**Activity**
Your answer should consist of each line below that contains the string "Keep".

═════ Recorded information ═════

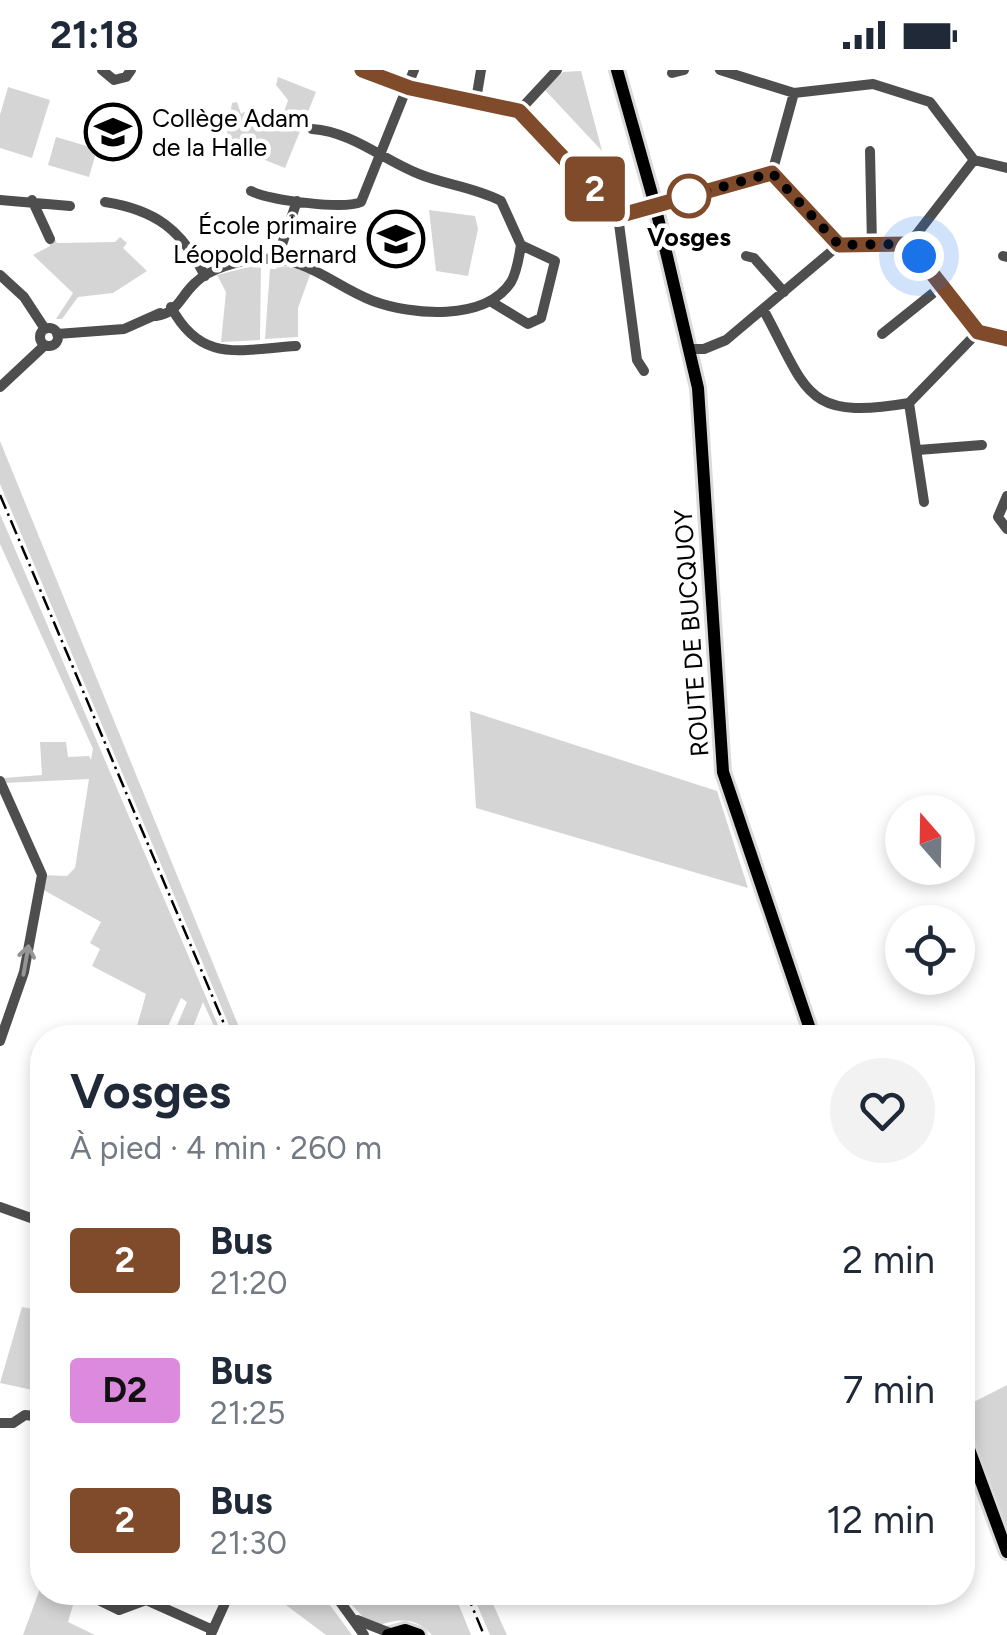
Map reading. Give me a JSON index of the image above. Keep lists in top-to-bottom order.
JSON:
{
  "streets": {
    "main road": ["ROUTE DE BUCQUOY"]
  },
  "places": {
    "school or university": ["Collège Adam de la Halle", "École primaire Léopold Bernard"],
    "other": ["Vosges"]
  },
  "lines": ["bus line 2"],
  "north": "top",
  "page": {
    "status": "21:18",
    "on_map": "2",
    "heading": ["Vosges", "À pied · 4 min · 260 m"],
    "list": [
      {
        "mark": "2",
        "name": "Bus",
        "note": "21:20",
        "value": "2 min"
      },
      {
        "mark": "D2",
        "name": "Bus",
        "note": "21:25",
        "value": "7 min"
      },
      {
        "mark": "2",
        "name": "Bus",
        "note": "21:30",
        "value": "12 min"
      }
    ]
  }
}
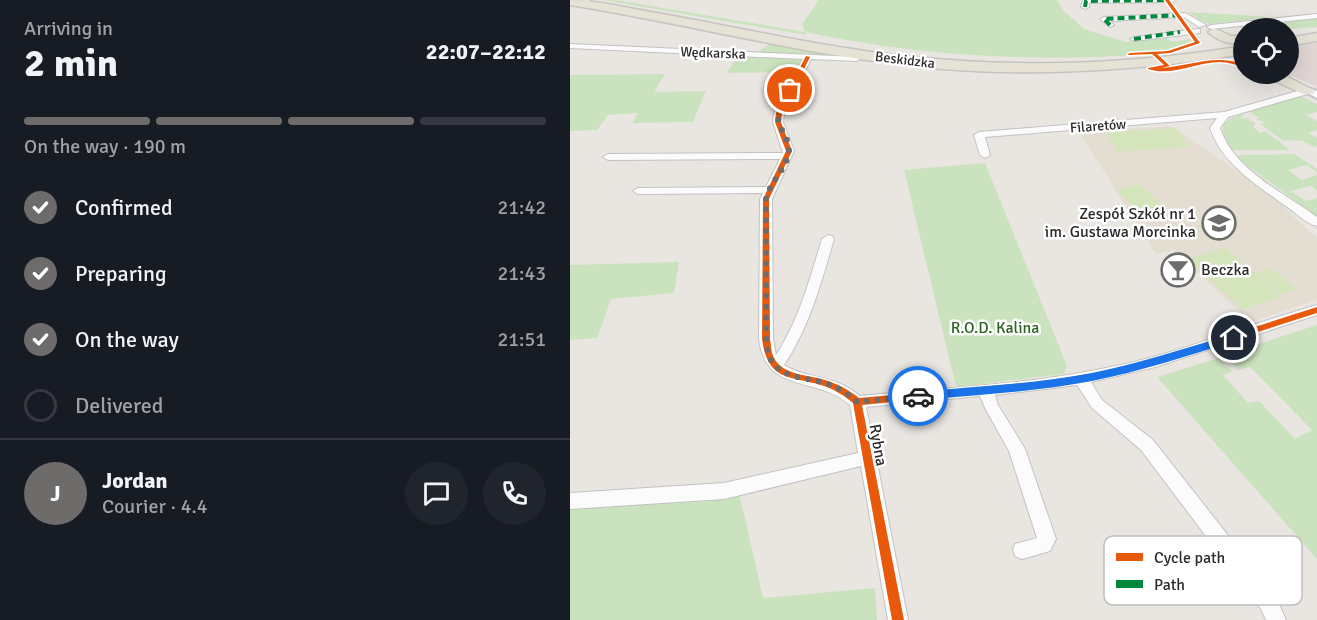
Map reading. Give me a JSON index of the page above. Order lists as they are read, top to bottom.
{
  "streets": {
    "main road": ["Beskidzka"],
    "street": ["Wędkarska", "Filaretów", "Rybna"]
  },
  "parks": ["R.O.D. Kalina"],
  "places": {
    "school or university": ["Zespół Szkół nr 1 im. Gustawa Morcinka"],
    "bar": ["Beczka"]
  },
  "legend": ["Cycle path", "Path"],
  "page": {
    "heading": ["2 min", "Arriving in", "22:07–22:12"],
    "panel": ["Jordan", "Courier · 4.4"],
    "bar": "On the way · 190 m",
    "list": [
      ["Confirmed", "21:42"],
      ["Preparing", "21:43"],
      ["On the way", "21:51"],
      "Delivered"
    ],
    "round": "J"
  }
}
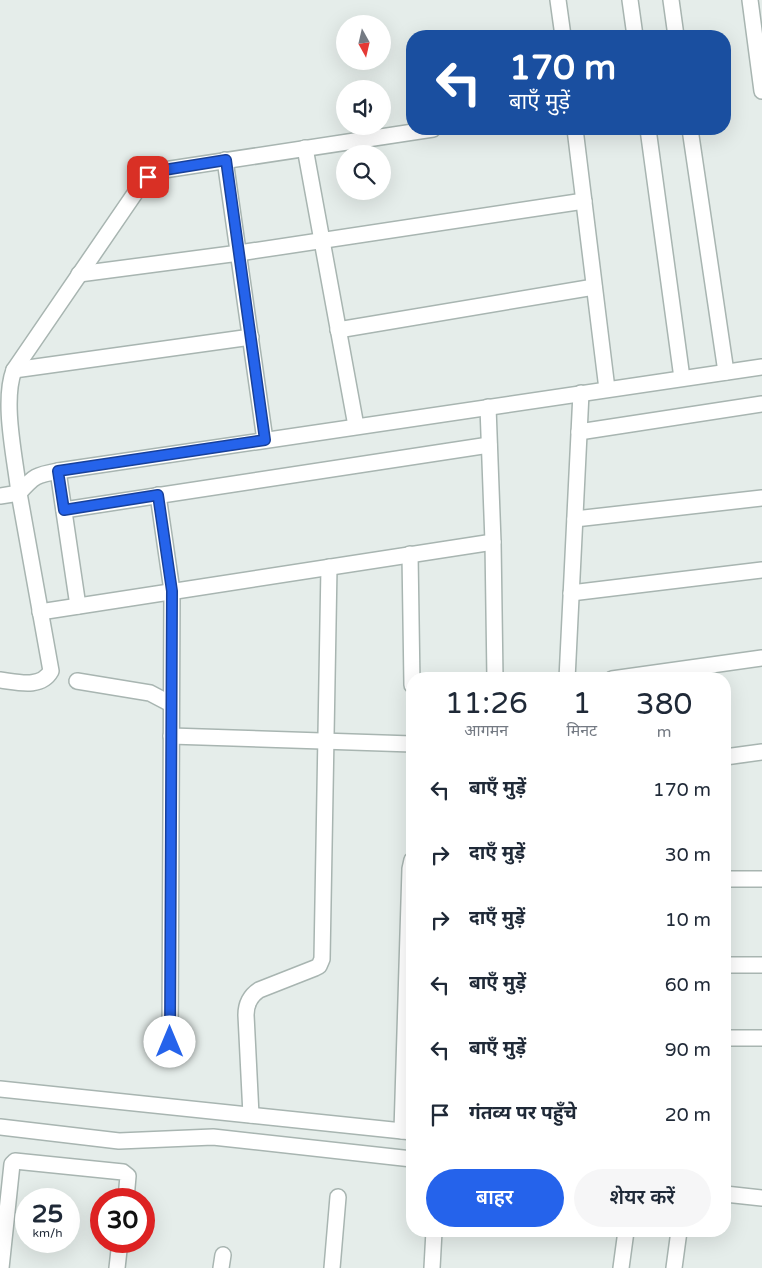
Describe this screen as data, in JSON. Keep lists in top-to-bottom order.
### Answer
{
  "north": "bottom",
  "page": {
    "turn": ["170 m", "बाएँ मुड़ें"],
    "eta": [
      "11:26",
      "आगमन",
      "1",
      "मिनट",
      "380",
      "m"
    ],
    "list": [
      {
        "name": "बाएँ मुड़ें",
        "value": "170 m"
      },
      {
        "name": "दाएँ मुड़ें",
        "value": "30 m"
      },
      {
        "name": "दाएँ मुड़ें",
        "value": "10 m"
      },
      {
        "name": "बाएँ मुड़ें",
        "value": "60 m"
      },
      {
        "name": "बाएँ मुड़ें",
        "value": "90 m"
      },
      {
        "name": "गंतव्य पर पहुँचे",
        "value": "20 m"
      }
    ],
    "buttons": ["बाहर", "शेयर करें"],
    "speed": "25 km/h",
    "limit": "30"
  }
}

═════

**Result of the exercise**
Map reading. Give me a JSON index of the image above. Keep lists in top-to-bottom order.
Describe this screen as data, in JSON. Keep lists in top-to-bottom order.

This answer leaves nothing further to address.